What does it mean to be intersexed, and how common is it?
Originally Published: December 14, 2001 - Last Updated / Reviewed On: February 6, 2015
Can you explain to me what "intersexed" persons are?
How common is a hermaphrodite (looking for percentages)?
The term "intersex," more commonly used than "hermaphrodite," has been receiving more media attention lately. Usually people are born with clearly identifiable genitals that signify gender: "It's a boy!" or "It's a girl!" Intersexed people are born with reproductive organs and genitals that are less clearly identifiable. They may have varying degrees or levels of development. As an analogy, think of biological sex as a spectrum of color, where one color represents "female" and another color represents "male." "Intersexed" would then correspond to any shade of color in between. Keeping this in mind, a wide array of variation can occur. Fetal development is a complicated process involving chromosomes, genes, gonads (ovaries and testes), hormones, and hormone receptors. Variations in all of these elements can occur, causing a child to be born with variations in their genitals or in their internal reproductive organs. External variations are generally noticed at birth, while variations in internal organs might not be recognized until puberty.
According to the Intersex Society of North America, "The most common intersex condition is congenital adrenal hyperplasia. What happens in this case is that a fetus with XX chromosomes has a genetic disorder which affects the function of the adrenal glands. The adrenals produce hormones which cause her to be born with a larger than average clitoris." These individuals with XX chromosomes (typical "female" chromosomes) may have typical "female" anatomy, and have an enlarged clitoris. Other intersexed people may have XX chromosomes (typical "female" chromosomes), feel and act "masculine," have a penis, no testes, two ovaries, a uterus, and fallopian tubes. Others who may feel and act "feminine" have XY chromosomes (typical "male" chromosomes), two testes, and some internal male reproductive organs. These are a few of the types of chromosomal variations that can occur. Some boys, for example, who have Klinefelter's Syndrome (XXY chromosomes) appear to develop "normally" until puberty, when they don't experience "typical" changes. They are also unable to produce sperm, making them sterile.

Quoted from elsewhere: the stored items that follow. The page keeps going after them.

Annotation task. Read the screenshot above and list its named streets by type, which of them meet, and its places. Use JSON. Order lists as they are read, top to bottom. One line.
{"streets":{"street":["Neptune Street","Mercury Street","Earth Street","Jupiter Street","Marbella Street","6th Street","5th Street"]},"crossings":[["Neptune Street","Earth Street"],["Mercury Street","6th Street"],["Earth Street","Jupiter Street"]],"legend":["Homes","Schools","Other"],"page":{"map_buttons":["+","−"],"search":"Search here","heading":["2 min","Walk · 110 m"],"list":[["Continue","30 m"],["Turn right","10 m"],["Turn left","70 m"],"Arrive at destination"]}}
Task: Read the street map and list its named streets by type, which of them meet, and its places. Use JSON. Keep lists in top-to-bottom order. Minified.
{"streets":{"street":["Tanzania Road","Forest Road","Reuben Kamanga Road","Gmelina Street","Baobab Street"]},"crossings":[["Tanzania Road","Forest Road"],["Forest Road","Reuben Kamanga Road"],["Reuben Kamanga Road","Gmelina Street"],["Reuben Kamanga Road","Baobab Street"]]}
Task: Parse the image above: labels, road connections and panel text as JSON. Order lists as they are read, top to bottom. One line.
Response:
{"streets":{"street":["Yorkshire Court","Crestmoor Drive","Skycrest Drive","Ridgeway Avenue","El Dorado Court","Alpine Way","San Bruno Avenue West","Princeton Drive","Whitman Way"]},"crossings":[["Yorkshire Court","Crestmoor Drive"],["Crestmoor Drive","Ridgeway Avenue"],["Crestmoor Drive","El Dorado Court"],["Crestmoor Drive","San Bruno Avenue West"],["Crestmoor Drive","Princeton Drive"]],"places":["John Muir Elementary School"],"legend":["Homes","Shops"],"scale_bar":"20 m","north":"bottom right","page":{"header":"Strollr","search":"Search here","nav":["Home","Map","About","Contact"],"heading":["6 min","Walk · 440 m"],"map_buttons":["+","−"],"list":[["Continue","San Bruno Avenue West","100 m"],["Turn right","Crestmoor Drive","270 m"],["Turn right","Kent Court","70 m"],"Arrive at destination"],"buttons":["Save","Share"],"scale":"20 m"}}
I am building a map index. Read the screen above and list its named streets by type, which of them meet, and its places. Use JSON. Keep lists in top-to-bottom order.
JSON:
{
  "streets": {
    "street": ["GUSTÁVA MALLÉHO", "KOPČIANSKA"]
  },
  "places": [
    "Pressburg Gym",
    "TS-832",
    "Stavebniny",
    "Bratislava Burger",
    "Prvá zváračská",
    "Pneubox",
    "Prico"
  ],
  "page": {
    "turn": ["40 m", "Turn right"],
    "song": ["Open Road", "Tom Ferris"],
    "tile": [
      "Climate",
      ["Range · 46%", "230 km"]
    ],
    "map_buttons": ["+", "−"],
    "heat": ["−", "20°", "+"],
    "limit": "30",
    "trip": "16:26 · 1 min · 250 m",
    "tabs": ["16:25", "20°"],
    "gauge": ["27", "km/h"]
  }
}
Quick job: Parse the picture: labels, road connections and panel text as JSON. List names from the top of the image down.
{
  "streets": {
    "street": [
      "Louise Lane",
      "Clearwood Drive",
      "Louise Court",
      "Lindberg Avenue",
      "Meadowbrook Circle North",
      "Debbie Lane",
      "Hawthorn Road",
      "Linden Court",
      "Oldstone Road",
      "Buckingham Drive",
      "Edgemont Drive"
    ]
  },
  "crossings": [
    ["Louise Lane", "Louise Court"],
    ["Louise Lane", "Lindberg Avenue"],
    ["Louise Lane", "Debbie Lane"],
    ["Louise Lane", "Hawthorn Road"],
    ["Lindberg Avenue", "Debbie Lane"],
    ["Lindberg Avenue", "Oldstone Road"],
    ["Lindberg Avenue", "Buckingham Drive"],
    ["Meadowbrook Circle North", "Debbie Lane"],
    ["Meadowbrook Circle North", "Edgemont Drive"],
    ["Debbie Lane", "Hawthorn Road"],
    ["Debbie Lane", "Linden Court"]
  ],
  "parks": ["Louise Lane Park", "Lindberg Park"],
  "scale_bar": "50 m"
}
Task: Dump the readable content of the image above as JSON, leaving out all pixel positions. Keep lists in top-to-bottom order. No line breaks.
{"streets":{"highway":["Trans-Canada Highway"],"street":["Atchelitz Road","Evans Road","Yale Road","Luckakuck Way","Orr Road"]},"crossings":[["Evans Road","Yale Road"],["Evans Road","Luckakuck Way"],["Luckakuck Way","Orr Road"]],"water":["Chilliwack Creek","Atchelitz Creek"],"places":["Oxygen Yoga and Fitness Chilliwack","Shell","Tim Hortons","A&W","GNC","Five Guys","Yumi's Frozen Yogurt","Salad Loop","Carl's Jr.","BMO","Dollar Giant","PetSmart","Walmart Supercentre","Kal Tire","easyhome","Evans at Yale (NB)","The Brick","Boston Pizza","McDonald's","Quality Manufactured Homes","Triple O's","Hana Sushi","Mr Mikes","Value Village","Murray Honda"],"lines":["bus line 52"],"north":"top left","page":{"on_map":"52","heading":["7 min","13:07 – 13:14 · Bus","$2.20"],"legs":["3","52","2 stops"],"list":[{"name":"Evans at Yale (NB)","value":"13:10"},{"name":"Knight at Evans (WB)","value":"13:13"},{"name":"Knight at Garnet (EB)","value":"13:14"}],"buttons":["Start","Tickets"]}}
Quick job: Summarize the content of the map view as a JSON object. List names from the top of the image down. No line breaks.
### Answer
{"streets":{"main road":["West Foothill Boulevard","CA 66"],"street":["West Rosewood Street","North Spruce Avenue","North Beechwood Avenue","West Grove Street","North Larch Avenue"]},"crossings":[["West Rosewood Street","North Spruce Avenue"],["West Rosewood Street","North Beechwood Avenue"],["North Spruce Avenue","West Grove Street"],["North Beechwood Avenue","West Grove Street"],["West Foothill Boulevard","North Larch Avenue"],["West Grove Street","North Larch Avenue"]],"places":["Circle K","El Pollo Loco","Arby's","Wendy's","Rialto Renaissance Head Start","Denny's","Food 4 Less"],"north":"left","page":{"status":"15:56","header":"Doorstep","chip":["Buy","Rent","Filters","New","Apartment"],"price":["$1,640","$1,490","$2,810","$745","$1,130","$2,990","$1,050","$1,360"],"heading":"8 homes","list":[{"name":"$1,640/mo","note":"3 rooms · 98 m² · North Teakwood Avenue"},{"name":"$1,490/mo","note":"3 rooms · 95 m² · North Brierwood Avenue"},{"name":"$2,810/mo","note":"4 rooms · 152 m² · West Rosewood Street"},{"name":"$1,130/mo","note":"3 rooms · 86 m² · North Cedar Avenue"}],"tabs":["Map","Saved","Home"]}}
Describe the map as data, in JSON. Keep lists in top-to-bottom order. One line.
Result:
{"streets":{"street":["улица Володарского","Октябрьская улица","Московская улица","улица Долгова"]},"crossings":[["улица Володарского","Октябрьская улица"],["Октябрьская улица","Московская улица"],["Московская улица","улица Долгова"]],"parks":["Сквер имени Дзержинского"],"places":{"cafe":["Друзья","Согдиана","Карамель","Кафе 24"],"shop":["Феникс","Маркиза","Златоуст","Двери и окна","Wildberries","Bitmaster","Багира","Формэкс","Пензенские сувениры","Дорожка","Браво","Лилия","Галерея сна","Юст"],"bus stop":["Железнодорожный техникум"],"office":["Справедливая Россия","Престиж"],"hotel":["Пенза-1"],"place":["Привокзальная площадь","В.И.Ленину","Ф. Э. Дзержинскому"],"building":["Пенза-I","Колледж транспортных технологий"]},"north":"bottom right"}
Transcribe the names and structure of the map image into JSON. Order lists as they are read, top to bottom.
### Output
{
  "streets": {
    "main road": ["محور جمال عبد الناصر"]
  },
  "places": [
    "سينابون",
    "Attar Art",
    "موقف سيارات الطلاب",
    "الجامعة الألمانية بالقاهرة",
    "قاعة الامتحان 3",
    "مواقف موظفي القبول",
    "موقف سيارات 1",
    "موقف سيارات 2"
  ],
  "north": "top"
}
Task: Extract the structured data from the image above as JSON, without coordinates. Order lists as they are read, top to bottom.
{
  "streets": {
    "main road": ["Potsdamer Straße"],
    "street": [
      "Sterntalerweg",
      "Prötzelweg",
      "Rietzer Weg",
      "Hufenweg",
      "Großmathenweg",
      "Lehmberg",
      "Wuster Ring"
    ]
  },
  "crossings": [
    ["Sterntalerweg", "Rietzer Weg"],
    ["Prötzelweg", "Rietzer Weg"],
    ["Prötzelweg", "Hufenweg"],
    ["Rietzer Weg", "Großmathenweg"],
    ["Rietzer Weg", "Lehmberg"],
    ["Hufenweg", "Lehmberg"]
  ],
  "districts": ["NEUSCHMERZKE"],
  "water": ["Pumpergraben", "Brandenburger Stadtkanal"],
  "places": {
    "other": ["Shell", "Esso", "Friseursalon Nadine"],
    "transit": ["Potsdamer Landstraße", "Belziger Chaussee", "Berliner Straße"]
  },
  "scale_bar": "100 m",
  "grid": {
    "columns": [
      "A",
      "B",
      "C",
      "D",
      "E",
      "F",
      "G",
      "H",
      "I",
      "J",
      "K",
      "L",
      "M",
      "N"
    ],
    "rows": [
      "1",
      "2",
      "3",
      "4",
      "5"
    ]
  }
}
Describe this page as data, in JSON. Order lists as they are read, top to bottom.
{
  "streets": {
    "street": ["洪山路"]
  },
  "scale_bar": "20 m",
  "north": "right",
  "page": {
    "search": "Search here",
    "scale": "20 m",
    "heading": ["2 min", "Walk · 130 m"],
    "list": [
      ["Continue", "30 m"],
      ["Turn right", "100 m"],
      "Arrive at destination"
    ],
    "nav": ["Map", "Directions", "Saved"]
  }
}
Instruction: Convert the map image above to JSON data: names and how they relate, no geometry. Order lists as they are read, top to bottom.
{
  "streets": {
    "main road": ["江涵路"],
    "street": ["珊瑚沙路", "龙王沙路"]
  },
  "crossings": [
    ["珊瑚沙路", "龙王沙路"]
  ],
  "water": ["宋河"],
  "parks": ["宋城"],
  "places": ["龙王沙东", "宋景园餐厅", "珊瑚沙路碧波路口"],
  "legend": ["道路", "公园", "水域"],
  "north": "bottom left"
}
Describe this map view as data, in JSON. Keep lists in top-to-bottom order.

In our society (and perhaps most), gender and our ideas about gender affect how a person speaks, acts, and is treated. It is estimated that 1 in 2,000 infants have reproductive anatomy that appears "confusing" and makes it difficult to clearly identify whether the child is "male" or "female." In an attempt to neatly fit intersexed individuals into one of these two categories, it is not uncommon for surgery to be performed at birth or at a young age to alter the genitals to make them look "normal." Often, these surgeries are done for cosmetic reasons and may possibly compromise the functioning of the genitals, causing a form of genital mutilation. For instance, doctors may perform "cosmetic" surgery on an individual who has an enlarged clitoris. This surgery generally involves reducing the size of the clitoris to one that is considered "normal." However, this can alter sexual response since clitoral nerves can be damaged by or during surgery.
Many adult intersexed individuals strongly oppose surgery. They have felt mutilated, not accepted, discriminated against, disempowered, and forced into an "either/or" mold that may not fit for them. In retrospect, they would have preferred to have been raised without surgery. They advocate that the individual needs to be able to make decisions concerning surgery, and his or her gender, with appropriate info and support, when s/he is at an age when s/he can give consent.
The Intersex Society of North America (ISNA) provides information, support, and resources. The following sources have more information about intersexuality:
Parents Celebrating Our Unique Children Web site
Support for parents, children, and individuals with intersex conditions
- Intersex in the Age of Ethics (Ethics in Clinical Medicine Series), by Alice Domurat Dreger (Editor)
- "When Medicine Goes Too Far in the Pursuit of Normality," an essay by Alice Dreger (The New York Times; July 28, 1998)
- The Missing Vagina Monologue, by Marguerite Morris
What we can offer intersexed people is compassion and caring, and not to further marginalize them, but to integrate them, through education, advocacy, support, and personal stories.